Par Me Félix-Antoine T. Doyon

Une récente publication d’un article intitulé « Spies Without Borders : International Law and Intelligence Collection », écrit par Craig Forcese, m’a poussé à examiner – et à mieux comprendre – des décisions canadiennes entourant notamment l’article 21 de la  Loi sur le Service canadien du renseignement de sécurité.

Contexte

En 2008, la Cour fédérale a rendu publique une décision concernant une demande présentée en vertu des articles 12 et 21 de la Loi sur le Service canadien du renseignement de sécurité (ci-après la Loi). Le but de cet article est donc de différencier les principes enseignés dans cette décision avec ceux d’une affaire jugée ultérieurement qui présentait pourtant des similitudes sur le plan factuel. D’une part, examinons la première décision et d’autre part, la deuxième. Finalement, nous conclurons.

1re décision – Canadian Security Intelligence Service Act. Re, 2008 CF 301 (F.C.)

Le Directeur du Service canadien de renseignement de sécurité (ci-après SCRS) peut, conformément à l’article 21 de la Loi, demander à la Cour fédérale de décerner un mandat s’il a des motifs raisonnables de croire que le mandat est nécessaire pour permettre au SCRS d’enquêter sur des menaces envers la sécurité du Canada ou d’exercer les fonctions qui lui sont conférées en vertu de l’article 16 de la Loi. En l’espèce, le SCRS désirait obtenir un mandat  dans le but notamment d’installer, entretenir ou enlever tout objet à l’extérieur du Canada. En d’autres termes, il s’agissait de déterminer si la Cour pouvait décerner le mandat extraterritorial demandé.
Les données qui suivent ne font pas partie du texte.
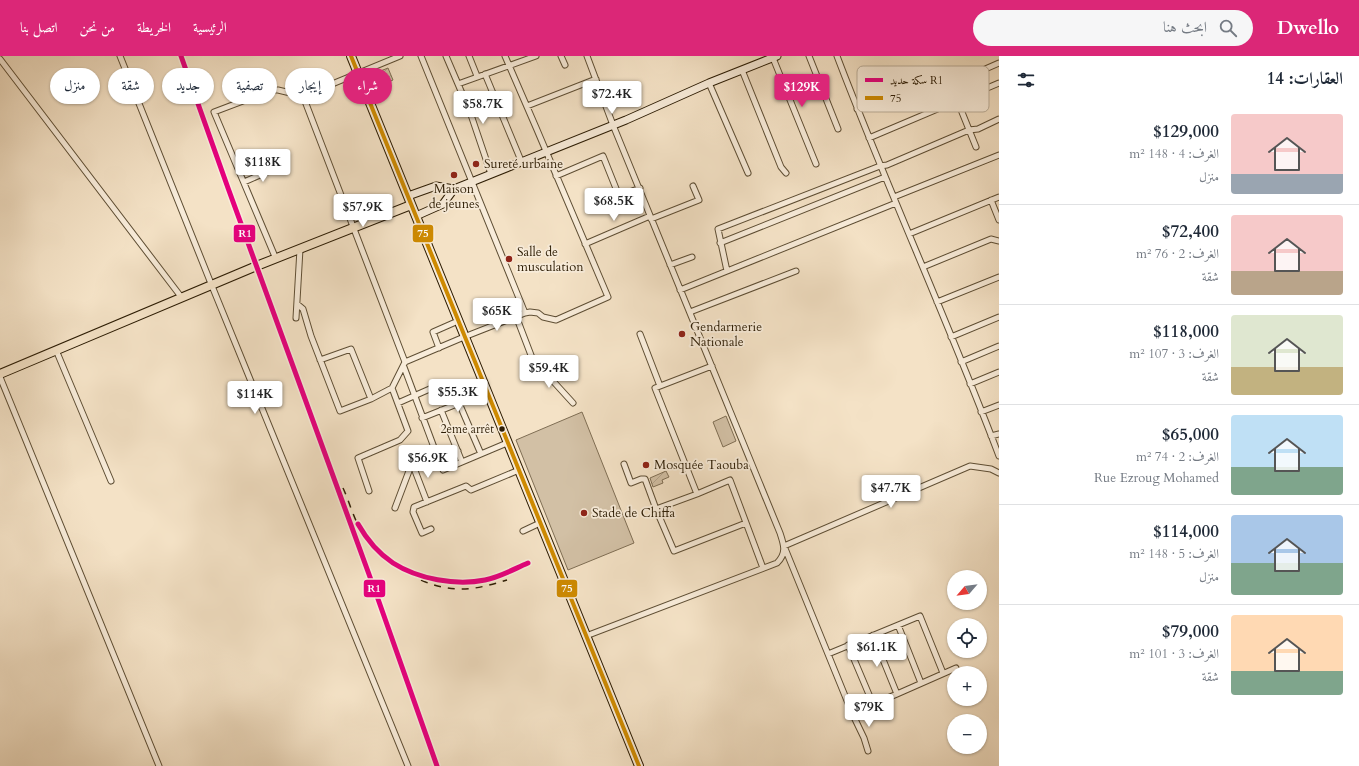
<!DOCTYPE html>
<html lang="ar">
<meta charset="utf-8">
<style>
:root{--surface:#fff;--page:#f6f6f7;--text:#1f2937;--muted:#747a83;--line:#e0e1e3;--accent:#db2777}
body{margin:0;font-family:Cardo,Amiri,serif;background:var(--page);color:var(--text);direction:rtl;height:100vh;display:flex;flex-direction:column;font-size:15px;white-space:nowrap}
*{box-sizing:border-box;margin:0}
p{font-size:13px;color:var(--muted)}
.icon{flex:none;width:22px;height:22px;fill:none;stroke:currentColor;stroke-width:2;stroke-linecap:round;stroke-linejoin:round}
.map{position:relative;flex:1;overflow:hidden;direction:ltr}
.sheet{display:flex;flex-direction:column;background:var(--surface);width:360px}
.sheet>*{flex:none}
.top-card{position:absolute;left:12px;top:12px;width:380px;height:36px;direction:rtl;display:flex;gap:8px}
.needle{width:26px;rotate:242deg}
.buttons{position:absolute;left:947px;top:514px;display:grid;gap:8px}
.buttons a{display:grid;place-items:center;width:40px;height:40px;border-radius:50%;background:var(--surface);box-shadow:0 1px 3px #0004;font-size:20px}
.price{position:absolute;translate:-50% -34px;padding:0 9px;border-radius:4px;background:#fff;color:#222;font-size:13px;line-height:26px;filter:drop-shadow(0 1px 2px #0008)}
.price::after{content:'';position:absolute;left:50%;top:24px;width:12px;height:9px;margin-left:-6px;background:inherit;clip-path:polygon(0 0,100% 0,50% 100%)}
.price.current{background:var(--accent);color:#fff}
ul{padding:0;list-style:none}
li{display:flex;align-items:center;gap:12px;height:100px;padding:0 16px}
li+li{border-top:1px solid var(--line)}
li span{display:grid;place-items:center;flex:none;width:112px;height:80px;border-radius:4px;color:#555}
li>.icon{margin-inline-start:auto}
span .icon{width:48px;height:48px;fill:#fffc;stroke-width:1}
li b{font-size:17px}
h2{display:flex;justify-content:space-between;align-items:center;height:48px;padding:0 16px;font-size:17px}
.tag{padding:0 14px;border-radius:18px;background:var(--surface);box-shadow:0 1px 3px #0004;font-size:14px;line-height:36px}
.tag.current{background:var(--accent);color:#fff}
header{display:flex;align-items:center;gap:24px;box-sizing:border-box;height:56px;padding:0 20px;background:var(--accent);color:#fff}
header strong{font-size:19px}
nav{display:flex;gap:22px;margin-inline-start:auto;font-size:14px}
.search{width:280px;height:36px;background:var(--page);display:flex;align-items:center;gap:10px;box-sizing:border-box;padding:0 14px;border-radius:22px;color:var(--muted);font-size:15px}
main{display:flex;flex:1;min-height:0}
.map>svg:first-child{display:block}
.grass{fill:#d2c0a5;stroke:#7f6e54}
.garden{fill:url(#garden-furrows);stroke:#7f6e54}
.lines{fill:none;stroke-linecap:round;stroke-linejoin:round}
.street-casing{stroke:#5e4e34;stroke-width:7}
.secondary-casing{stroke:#2c1c04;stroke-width:9}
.primary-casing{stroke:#2c1c04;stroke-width:10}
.street{stroke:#f8ecda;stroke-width:5}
.secondary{stroke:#f8ecda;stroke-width:7}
.primary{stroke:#f4e2c6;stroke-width:8}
.rail{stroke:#2c1c04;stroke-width:1.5;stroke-dasharray:7 7;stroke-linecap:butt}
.bus-1-casing{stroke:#f8ecda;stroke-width:7}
.bus-1{stroke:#ce8a01;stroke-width:4}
.rail-1-casing{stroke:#f8ecda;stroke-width:8}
.rail-1{stroke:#e5007d;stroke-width:5}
.poi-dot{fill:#8f2418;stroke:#f8ecda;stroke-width:1.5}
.bus-dot{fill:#2c1c04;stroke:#f8ecda;stroke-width:1.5}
.labels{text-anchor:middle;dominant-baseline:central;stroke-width:3.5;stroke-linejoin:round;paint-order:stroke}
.bus-label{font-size:12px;fill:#2c1c04;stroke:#f8ecda;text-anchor:end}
.poi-label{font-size:13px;fill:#2c1c04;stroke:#f8ecda;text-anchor:start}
.key{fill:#f8ecda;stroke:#bbae9a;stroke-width:1}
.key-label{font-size:11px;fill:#2c1c04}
.line-badge{stroke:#f8ecda;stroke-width:1.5}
.badge-label{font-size:11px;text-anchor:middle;font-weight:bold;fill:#fff}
</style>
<header>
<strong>Dwello</strong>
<div class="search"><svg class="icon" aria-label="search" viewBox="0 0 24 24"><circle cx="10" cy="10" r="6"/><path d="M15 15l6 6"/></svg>ابحث هنا</div>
<nav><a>الرئيسية</a><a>الخريطة</a><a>من نحن</a><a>اتصل بنا</a></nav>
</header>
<main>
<section class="sheet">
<h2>العقارات: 14<svg class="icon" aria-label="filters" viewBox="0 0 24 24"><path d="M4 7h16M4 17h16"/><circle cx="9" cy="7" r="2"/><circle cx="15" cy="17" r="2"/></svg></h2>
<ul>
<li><span style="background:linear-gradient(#f6c9c9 75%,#9aa5b1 0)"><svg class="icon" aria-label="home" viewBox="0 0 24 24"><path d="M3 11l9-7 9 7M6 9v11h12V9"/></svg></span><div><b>$129,000</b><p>الغرف: 4 · 148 m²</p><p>منزل</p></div></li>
<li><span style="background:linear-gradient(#f6c9c9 70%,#b9a48a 0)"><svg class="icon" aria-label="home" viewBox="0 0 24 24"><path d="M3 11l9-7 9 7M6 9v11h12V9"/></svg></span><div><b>$72,400</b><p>الغرف: 2 · 76 m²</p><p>شقة</p></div></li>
<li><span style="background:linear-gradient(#dfe7d0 65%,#c2b280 0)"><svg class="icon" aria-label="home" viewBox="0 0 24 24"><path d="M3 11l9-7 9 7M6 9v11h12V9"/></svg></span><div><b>$118,000</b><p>الغرف: 3 · 107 m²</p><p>شقة</p></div></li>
<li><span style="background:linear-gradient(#bfe0f5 65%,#7fa58c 0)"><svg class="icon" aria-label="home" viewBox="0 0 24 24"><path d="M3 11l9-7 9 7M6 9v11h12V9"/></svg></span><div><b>$65,000</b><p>الغرف: 2 · 74 m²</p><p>Rue Ezroug Mohamed</p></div></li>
<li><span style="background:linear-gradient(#a9c7e8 60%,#7fa58c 0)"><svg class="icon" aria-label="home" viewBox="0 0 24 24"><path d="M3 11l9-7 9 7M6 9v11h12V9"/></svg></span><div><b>$114,000</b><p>الغرف: 5 · 148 m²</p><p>منزل</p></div></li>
<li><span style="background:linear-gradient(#ffd9b3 70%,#7fa58c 0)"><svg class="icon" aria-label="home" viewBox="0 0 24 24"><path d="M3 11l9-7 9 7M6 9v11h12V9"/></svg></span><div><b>$79,000</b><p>الغرف: 3 · 101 m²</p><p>شقة</p></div></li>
</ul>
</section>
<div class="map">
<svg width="999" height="710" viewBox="0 0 999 710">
<defs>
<pattern id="garden-furrows" width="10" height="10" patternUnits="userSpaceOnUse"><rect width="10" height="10" fill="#d2c0a5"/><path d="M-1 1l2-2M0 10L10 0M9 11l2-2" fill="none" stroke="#b4a48c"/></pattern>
</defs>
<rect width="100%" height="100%" fill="#f4e2c6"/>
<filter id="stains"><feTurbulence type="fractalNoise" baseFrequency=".005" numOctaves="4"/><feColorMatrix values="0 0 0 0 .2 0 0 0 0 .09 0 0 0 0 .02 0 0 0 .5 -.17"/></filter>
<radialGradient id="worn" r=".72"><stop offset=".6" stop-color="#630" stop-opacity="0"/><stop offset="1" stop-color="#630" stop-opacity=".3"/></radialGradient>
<!-- grass -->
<path class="grass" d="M582,356L634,487L568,514L516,384Z
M726,360L736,385L723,391L713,366Z"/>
<!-- garden -->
<path class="garden" d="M388,12L393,24L373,33L368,20Z
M666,415L669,421L662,424L663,427L653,431L650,422Z"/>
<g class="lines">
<defs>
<path id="street" d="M120,0L212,230L408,710
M400,0L303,40L405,306L464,281L525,257L530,256L538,257L543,261L556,264L608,241C574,160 540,80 505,0
M421,0L525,257
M446,0L458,28L536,0
M469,0L477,20
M561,0L565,9
M809,0L838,73
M837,0C888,134 948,265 999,400
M773,2L816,108
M0,3L182,242
M742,14L781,111L786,117
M485,18L522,107
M709,27L748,117
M458,28L470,56L491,118
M951,28L999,7
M527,50L596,23
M857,53L945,14L976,91
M869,82L999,27
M556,120L603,100L619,140L640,132
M244,126L276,112
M894,141L999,99
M991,144L999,164
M651,163L699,144L693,130
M909,178L999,141
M720,187L885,121
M585,188L650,160
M276,203L214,56L272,34H278L303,40
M670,209L692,201
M923,211L991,183L999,185
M727,215L718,173L880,110L887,109L969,74L978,73L999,63
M680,234L896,147
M937,246L999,221
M297,248L303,253L311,280L340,355L371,343L392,332L405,306
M690,256L796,215
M516,260L534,307L542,313L573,347
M296,262L300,193
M640,278L660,330
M951,281L999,261
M439,292L433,276L458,265
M56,294L111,425
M320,304L351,293L371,343
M961,306L999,290
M712,310L655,332L697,438L730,424L763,512
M404,311L438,402L458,395
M0,321L159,710
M970,328L999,316
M398,347L432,332
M459,347L481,398
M441,354L462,406L507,387
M981,356L999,349
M422,362L487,336
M991,380L999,378
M438,402L443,414L462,406
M412,407L427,446
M624,408L631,427L641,423H645L656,453
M369,435L358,402L400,384L408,375L392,332
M697,438L656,453L674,495L746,467
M395,452L412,407
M431,473L422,477L413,456L414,451L466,430L471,434L519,414
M523,475L540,467
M898,569L921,627
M873,579L897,638
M586,580L777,507C787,497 784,489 780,477L613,69L587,0
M848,589L873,648
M828,598L920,560L943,617
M956,612L897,638L852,657L784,490L970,410L991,413L999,417
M852,657L864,682L868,695"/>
<path id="secondary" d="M408,140L436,130L454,133
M416,160L443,148L454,133L626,64L709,27L777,0"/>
<path id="primary" d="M351,0L639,710
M0,318L259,209L411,149"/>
</defs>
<!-- street casing -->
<use href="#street" class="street-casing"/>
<!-- secondary casing -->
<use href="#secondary" class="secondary-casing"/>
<!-- primary casing -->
<use href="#primary" class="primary-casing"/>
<!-- street -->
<use href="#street" class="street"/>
<!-- secondary -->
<use href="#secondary" class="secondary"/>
<!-- primary -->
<use href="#primary" class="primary"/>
<!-- rail -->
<path class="rail" d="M181,0L228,132L378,543L437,710
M343,432C350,447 354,465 364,479C390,516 441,533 485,524C500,521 514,513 528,507
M421,524C453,538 475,534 507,524"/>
<defs>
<path id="bus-1" d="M351,0L639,710"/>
</defs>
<!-- bus-1 casing -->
<use href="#bus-1" class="bus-1-casing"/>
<!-- bus-1 -->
<use href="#bus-1" class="bus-1"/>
<defs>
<path id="rail-1" d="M181,0L228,132L378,543L437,710
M358,468C367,484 378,497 393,507C418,523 456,530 485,524C500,521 514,513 528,507"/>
</defs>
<!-- rail-1 casing -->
<use href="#rail-1" class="rail-1-casing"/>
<!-- rail-1 -->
<use href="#rail-1" class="rail-1"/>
</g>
<!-- markers -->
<g class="poi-dot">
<circle cx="476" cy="108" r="4"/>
<circle cx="454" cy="119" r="4"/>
<circle cx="509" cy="203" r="4"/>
<circle cx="682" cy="278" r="4"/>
<circle cx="646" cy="409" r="4"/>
<circle cx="584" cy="457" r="4"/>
</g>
<circle class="bus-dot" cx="502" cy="373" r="3.5"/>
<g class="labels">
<!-- bus labels -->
<g class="bus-label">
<text x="494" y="373">2eme arrêt</text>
</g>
<!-- poi labels -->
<g class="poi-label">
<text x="484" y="108">Sureté urbaine</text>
<text x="454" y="133" text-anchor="middle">Maison<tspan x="454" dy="15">de jeunes</tspan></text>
<text x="517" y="196">Salle de<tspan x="517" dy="15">musculation</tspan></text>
<text x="690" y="271">Gendarmerie<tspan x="690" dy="15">Nationale</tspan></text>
<text x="654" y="409">Mosquée Taouba</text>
<text x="592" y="457">Stade de Chiffa</text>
</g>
</g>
<!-- legend -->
<rect x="857" y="10" width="132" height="46" rx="6" class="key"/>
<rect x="865" y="22" width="18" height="4" fill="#e5007d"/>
<rect x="865" y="40" width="18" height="4" fill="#ce8a01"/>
<g class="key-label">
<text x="890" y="28">سكة حديد R1</text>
<text x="890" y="46">75</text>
</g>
<g class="line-badge">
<rect x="412" y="168" width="22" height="19" rx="4" fill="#ce8a01"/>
<rect x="233" y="168" width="23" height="19" rx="4" fill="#e5007d"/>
<rect x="363" y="523" width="23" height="19" rx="4" fill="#e5007d"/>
<rect x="556" y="523" width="22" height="19" rx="4" fill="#ce8a01"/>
</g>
<g class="badge-label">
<text x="423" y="181">75</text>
<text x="245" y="181">R1</text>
<text x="374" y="536">R1</text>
<text x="567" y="536">75</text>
</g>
<rect width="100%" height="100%" filter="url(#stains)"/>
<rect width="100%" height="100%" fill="url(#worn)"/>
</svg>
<div class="buttons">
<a><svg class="needle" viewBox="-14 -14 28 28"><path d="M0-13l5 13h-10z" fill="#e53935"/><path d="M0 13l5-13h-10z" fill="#747a83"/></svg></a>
<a><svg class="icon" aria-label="locate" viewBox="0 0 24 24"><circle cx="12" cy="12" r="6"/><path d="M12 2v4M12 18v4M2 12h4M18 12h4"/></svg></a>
<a>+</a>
<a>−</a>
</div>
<b class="price current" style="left:802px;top:52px">$129K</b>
<b class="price" style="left:612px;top:59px">$72.4K</b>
<b class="price" style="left:483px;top:69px">$58.7K</b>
<b class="price" style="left:263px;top:127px">$118K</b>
<b class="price" style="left:614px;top:166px">$68.5K</b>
<b class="price" style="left:363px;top:172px">$57.9K</b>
<b class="price" style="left:497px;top:276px">$65K</b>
<b class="price" style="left:549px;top:333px">$59.4K</b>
<b class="price" style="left:458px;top:357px">$55.3K</b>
<b class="price" style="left:255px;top:359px">$114K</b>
<b class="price" style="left:428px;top:423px">$56.9K</b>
<b class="price" style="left:891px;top:453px">$47.7K</b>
<b class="price" style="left:877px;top:612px">$61.1K</b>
<b class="price" style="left:869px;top:672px">$79K</b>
<div class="top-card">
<a class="tag current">شراء</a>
<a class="tag">إيجار</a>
<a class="tag">تصفية</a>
<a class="tag">جديد</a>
<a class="tag">شقة</a>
<a class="tag">منزل</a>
</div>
</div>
</main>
Afin de répondre à la question susmentionnée, la Cour a raisonné sous deux angles. Dans un premier temps, suivant des principes d’interprétation juridique reconnus[1], elle s’est demandé quelle était l’intention du législateur au moment de l’adoption des dispositions légales litigieuses. Ayant considéré les éléments de preuve qu’elle avait en sa possession, la Cour a jugé que l’origine du texte législatif ne démontrait pas une intention claire du législateur quant à la portée extraterritoriale des activités du SCRS dans un pays autre que le Canada et, en particulier, concernant le rôle de la Cour dans l’autorisation de telles activités[2].

Dans un deuxième temps, la Cour a énoncé que relativement à l’interprétation de dispositions législatives applicables, dans le cas de l’utilisation de méthodes d’enquête dans un autre pays que le Canada, la Cour suprême enseigne que les principes de droit international doivent être pris en considération[3]. Ainsi donc, la Cour a considéré le principe coutumier de l’égalité souveraine selon lequel les États tiers ne peuvent s’immiscer dans les affaires d’un État souverain pour finalement conclure son raisonnement par un passage de l’arrêt Hape :

À mon avis, conformément à la tradition de la common law, il appert que la doctrine de l’adoption s’applique au Canada et que les règles prohibitives du droit international coutumier devraient s’incorporer au droit interne sauf disposition législative contraire. L’incorporation automatique des règles prohibitives du droit international coutumier se justifie par le fait que la coutume internationale, en tant que droit des nations, constitue également le droit du Canada à moins que, dans l’exercice légitime de sa souveraineté, celui-ci ne déclare son droit interne incompatible. La souveraineté du Parlement permet au législateur de contrevenir au droit international, mais seulement expressément. Si la dérogation n’est pas expresse, le tribunal peut alors tenir compte des règles prohibitives du droit international coutumier pour interpréter le droit canadien et élaborer la common law[4].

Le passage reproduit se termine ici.